Other actors send mixed signals. Germany’s Foreign Minister, Annalena Baerbock is pushing for a more clearly values-based foreign policy, while Chancellor Olaf Scholz, seems stuck in the recent past, clinging to the untenable status quo ante bellum. Berlin’s recent National Security Strategy contains both impulses and is thus rather confused.
French President Emmanuel Macron has often seemed eager to put great power politics ahead of liberal and democratic ordering. Yet he has recently swung behind a more values-based approach to Ukraine, as part of an attempt to increase cooperation with Central and East European (CEE) states, including those of the new idealists. The UK already has such cooperation and has repeatedly led the way on support for Ukraine, though it has recently toned down its approach on China and has hewed close to the more cautious United States line at the recent NATO summit in Vilnius.
Even the Biden administration, so crucial yet so hesitant to commit to Ukraine’s victory over Russia, has clearly positioned itself as the leader of a democratic bloc with the intent to face down authoritarian China as a systemic rival. Relatedly, Washington has been more hawkish on geoeconomics than geopolitics as it seeks to move on from Neo-liberal economics.
With all these major Western powers’ geopolitical positioning in flux, the stakes could not be higher. To understand whether the new idealism can flourish and take hold as the grand strategy for liberal democracies, we need to ask: what does it entail, how does it differ from existing approaches to international affairs, and where does it need further development?
What is Neo-Idealism?
Neo-Idealism is a morally-based approach to geopolitics, grounded in the power of values conceived as ideals to strive for: human rights and fundamental freedoms, social and cultural liberalism, democratic governance; self-determination for democratic societies; and perhaps most importantly, the right of citizens in those societies to a hopeful future.
Crucially, its proponents see the struggle for these ideals, and making progress toward them, not as luxuries to be set aside when hard-nosed interests are at stake. For the Neo-Idealists, our values are our interests.
Spearheaded by Zelensky, Ukraine’s government has drawn on the courage shown by Ukrainians to appeal to the better instincts of democracies across the world. Citing principle after moral principle, Zelensky has appealed to parliaments, leaders, and peoples across the West to help his country by giving them the hard power tools they need to fight – and win. He has encouraged people and politicians to relive the heroic moments of their history and confronted them with examples of where they failed to live up to their ideals.
By emphasising that his country’s fight is just one front in the wider struggle for freedom against tyranny, Zelensky convinced people around the world that Ukraine’s fight is their fight too. This approach gained particular traction in Central and Eastern Europe (CEE), where it resonated with historical experience of resisting Russian oppression. It also re-awakened the long-dormant hopeful, forward-looking politics of the 1990s associated with figures such as Václav Havel and Lennart Meri.

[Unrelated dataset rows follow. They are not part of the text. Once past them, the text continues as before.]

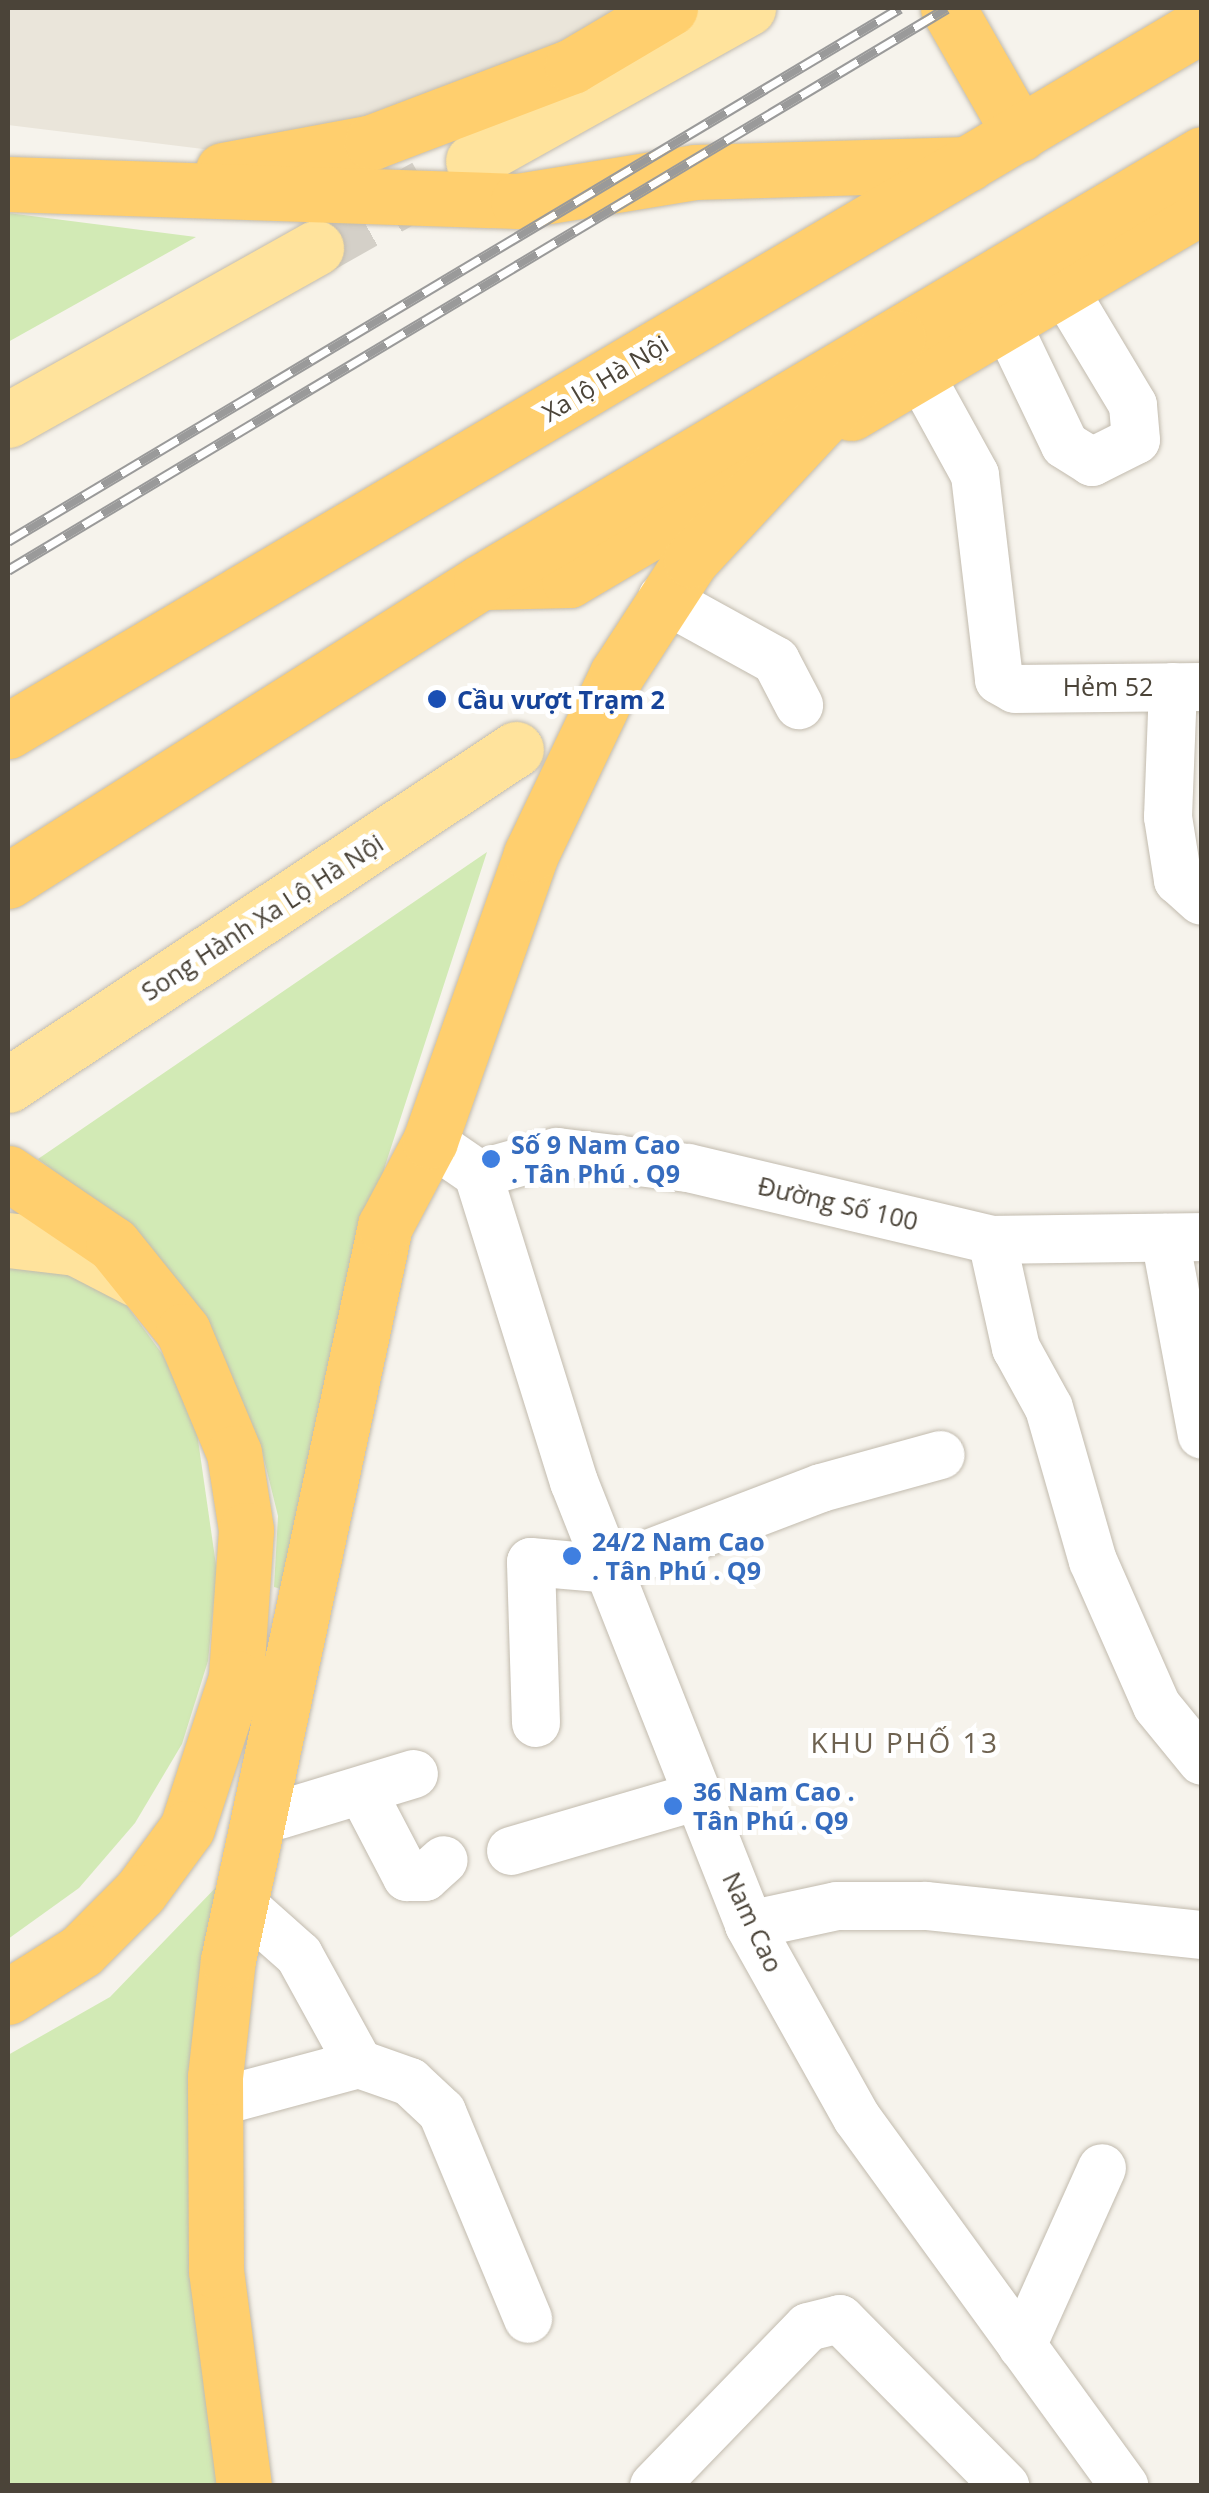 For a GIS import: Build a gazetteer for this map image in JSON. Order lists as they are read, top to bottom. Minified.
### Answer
{"streets":{"highway":["Xa lộ Hà Nội"],"main road":["Song Hành Xa Lộ Hà Nội"],"street":["Hẻm 52","Đường Số 100","Nam Cao"]},"crossings":[["Đường Số 100","Nam Cao"]],"districts":["KHU PHỐ 13"],"places":["Cầu vượt Trạm 2","Số 9 Nam Cao . Tân Phú . Q9","24/2 Nam Cao . Tân Phú . Q9","36 Nam Cao . Tân Phú . Q9"]} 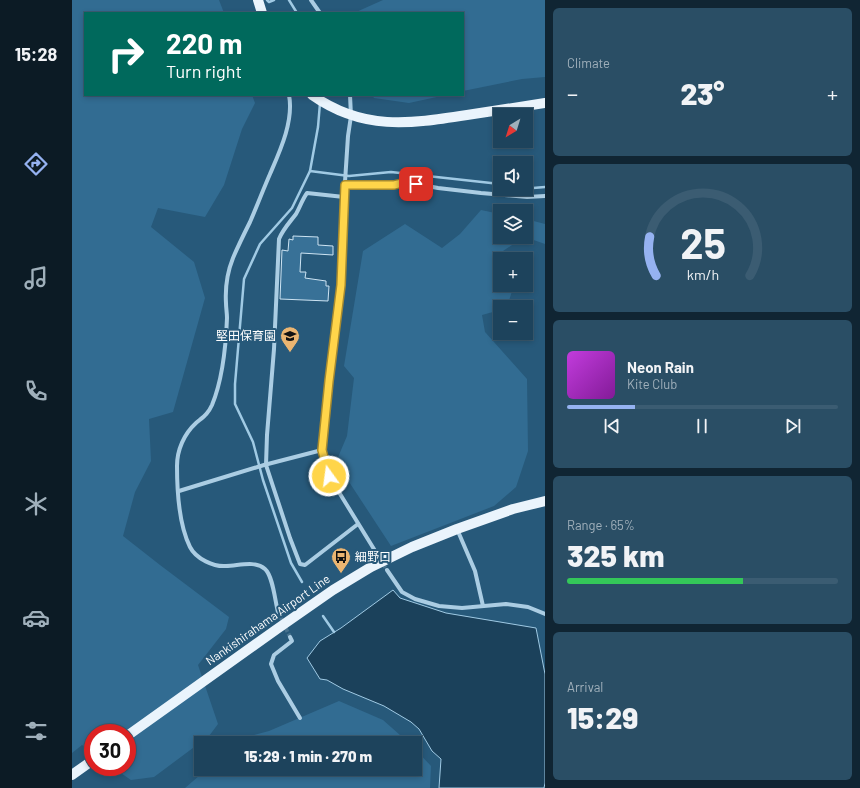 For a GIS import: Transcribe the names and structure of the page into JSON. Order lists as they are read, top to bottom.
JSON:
{
  "streets": {
    "main road": ["Nankishirahama Airport Line"]
  },
  "places": {
    "school or university": ["堅田保育園"],
    "bus stop": ["細野口"]
  },
  "north": "bottom left",
  "page": {
    "tabs": "15:28",
    "tile": [
      "Climate",
      ["Range · 65%", "325 km"],
      ["Arrival", "15:29"]
    ],
    "turn": ["220 m", "Turn right"],
    "heat": ["−", "23°", "+"],
    "map_buttons": ["+", "−"],
    "song": ["Neon Rain", "Kite Club"],
    "limit": "30",
    "trip": "15:29 · 1 min · 270 m",
    "gauge": ["25", "km/h"]
  }
} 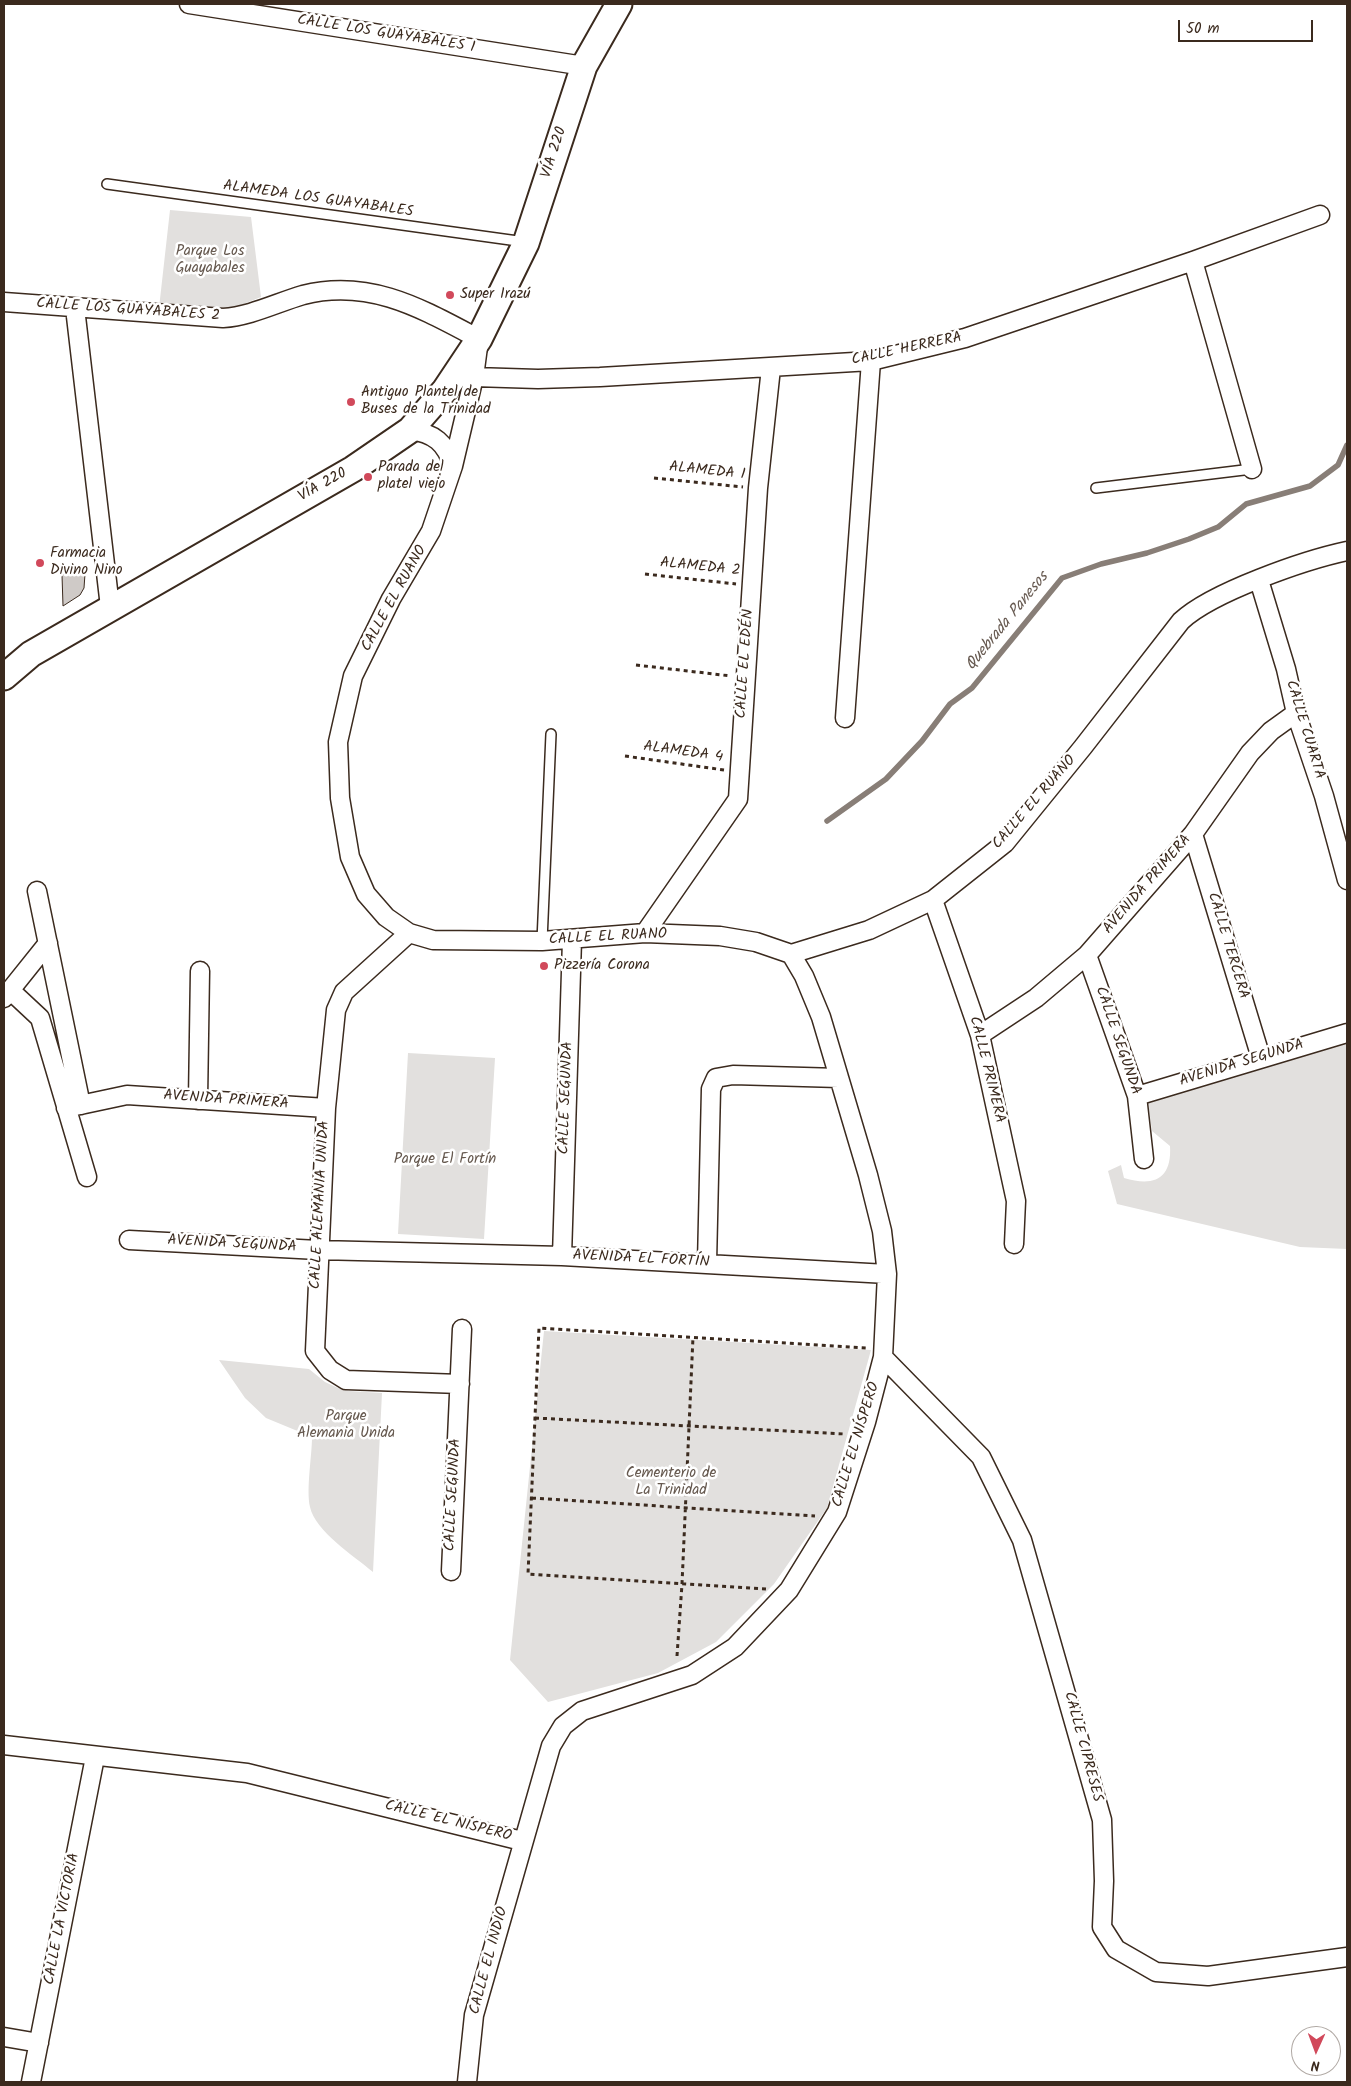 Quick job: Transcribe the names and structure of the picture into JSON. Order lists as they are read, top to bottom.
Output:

CEE states have committed staggering proportions of their GDP and led the way in supplying Ukraine with heavy weapons. They were also the first to formally support Ukraine’s candidacy for EU membership – a priority for its government to salvage hope from the horror of war. Even if this approach is in these states’ interests, they are emphasising values which go beyond merely preserving territorial integrity.
Accordingly, the Neo-Idealists are clear about why they take such a tough and principled stance. Kaja Kallas spoke in Berlin of the need to “do everything to help Ukraine” in the name of defending freedom everywhere. With the Chancellery dragging its feet, and German society still debating the value of military means to stop a dictatorial aggressor, the then Deputy Prime Minister of Latvia, Artis Pabriks asked: “Are we paying lip service to values and liberal democracy, or do we mean it?… We are ready to die for freedom. Are you?”
Against Realism
Neo-Idealism thus challenges ‘Realism’ in several ways. Its emphasis on morality and progress contrasts with the tragic Realist approaches popularised by John Mearsheimer and Charles Kupchan. Like Emmanuel Macron, many Realists focus mainly on great powers, for whom they reserve meaningful agency in international affairs. By contrast, Neo-Idealists emphasise the agency and right to self-determination of all democratic states, including smaller states.
For example, Neo-Idealists assert that democracies can freely choose which institutions to apply for membership of. They could, thus, voluntarily seek to join ‘spheres of integration’ such as NATO or the EU rather than having authoritarian ‘spheres of influence’ imposed on them – as Russia has sought to do with Ukraine. Neo-Idealists challenge Stephen Walt’s 2015 view that the West should “do whatever it takes to convince Russia that we want Ukraine to be a neutral buffer state in perpetuity” – and reject Macron’s cynical equivocation on Taiwan.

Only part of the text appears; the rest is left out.